A book written by our own–David Gelernter, professor of computer science.
The Tides of Mind: Uncovering the Spectrum of Consciousness
For nearly a century psychologists and scientists have tried to understand and replicate both human thought and the human mind. It’s what attracted computer scientist and artificial intelligence authority David Gelernter to the discipline. As a student and young researcher in the 1980s, Gelernter hoped to build a program with a “dial” marked “focus.” At maximum focus, the program would “think” rationally. As the dial was turned down and focus diminished, its “mind” would start to wander, and eventually this artificial mind would start to free-associate, eventually ignoring the user completely as it fell to “sleep.”
While the program was a only a partial success, it laid the foundation for “The Tides of Mind,” a new exploration of the human psyche that shows how the purpose of the mind changes throughout the day. When we are at our most alert, when reasoning and creating new memories is the mind’s primary function, the mind is a computer-like machine that keeps emotion on a short leash and attention on our surroundings. As we gradually tire, however, and descend the “mental spectrum,” reasoning deteriorates. Memory ranges more freely, the mind wanders, and daydreams grow more insistent. Self-awareness fades, reflection is extinguished, and we are completely immersed in our own minds.

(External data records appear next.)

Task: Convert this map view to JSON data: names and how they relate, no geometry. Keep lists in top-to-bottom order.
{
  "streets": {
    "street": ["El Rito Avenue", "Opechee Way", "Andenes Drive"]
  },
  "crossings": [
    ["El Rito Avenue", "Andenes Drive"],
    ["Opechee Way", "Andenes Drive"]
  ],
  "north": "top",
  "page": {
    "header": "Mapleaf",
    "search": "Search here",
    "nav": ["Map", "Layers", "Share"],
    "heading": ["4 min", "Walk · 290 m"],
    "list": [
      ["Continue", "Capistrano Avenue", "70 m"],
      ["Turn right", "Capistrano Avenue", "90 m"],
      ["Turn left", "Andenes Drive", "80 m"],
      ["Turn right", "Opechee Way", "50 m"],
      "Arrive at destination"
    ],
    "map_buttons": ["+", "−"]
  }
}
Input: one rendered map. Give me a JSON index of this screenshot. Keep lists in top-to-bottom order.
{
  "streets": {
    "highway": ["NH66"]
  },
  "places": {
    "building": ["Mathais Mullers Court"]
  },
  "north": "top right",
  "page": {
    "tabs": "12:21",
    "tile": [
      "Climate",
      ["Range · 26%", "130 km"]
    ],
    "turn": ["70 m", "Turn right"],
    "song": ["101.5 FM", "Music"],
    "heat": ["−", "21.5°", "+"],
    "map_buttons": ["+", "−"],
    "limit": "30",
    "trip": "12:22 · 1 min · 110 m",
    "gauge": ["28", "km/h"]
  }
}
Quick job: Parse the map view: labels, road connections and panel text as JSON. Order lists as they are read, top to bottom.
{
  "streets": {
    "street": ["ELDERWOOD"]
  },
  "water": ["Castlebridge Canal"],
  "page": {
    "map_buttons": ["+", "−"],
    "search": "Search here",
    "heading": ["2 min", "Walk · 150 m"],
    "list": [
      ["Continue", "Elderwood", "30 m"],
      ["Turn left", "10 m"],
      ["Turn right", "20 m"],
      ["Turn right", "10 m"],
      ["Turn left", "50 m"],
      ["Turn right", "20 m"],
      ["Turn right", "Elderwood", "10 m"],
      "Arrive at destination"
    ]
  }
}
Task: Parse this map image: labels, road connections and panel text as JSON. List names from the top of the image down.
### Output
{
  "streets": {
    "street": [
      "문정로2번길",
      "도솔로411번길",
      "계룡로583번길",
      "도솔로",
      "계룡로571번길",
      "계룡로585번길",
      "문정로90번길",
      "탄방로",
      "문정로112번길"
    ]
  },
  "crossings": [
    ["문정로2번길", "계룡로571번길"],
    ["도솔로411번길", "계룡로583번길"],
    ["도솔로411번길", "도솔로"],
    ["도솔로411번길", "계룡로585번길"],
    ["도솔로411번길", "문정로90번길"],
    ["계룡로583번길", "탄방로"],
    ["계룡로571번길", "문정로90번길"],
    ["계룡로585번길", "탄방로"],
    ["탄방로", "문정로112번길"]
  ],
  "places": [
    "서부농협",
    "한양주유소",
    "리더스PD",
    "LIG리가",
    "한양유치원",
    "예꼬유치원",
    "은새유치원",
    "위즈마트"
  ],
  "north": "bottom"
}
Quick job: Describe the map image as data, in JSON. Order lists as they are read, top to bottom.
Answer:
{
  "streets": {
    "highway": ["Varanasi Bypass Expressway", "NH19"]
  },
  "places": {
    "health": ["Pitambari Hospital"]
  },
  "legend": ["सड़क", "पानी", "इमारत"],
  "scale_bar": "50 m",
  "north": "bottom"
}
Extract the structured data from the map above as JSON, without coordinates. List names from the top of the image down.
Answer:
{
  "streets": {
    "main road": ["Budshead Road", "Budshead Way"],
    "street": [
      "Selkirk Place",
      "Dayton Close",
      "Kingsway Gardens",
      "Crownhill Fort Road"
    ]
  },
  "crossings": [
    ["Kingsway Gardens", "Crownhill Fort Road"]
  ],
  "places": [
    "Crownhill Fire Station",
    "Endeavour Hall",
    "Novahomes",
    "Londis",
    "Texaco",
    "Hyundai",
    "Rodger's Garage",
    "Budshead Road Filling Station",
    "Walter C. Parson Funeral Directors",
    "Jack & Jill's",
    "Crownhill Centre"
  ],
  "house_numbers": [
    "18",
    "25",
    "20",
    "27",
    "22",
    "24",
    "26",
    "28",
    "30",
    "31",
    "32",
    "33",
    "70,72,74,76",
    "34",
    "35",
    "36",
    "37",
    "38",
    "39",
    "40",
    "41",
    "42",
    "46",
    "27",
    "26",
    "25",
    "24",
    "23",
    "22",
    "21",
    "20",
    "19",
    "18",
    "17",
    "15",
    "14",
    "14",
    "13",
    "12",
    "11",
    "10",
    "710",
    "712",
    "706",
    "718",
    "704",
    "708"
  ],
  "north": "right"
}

This book helps decode some of the wonders of the human mind, such as the numinous light of early childhood, why dreams are so often predictive, and why sadism and masochism underpin some of our greatest artistic achievements. It’s a theory that also challenges the notion of the mind as a machine — and not through empirical studies or “hard science” but by listening to great poets and novelists, who, the author contends, have proven themselves as humanity’s most trusted guides to the subjective mind and inner self.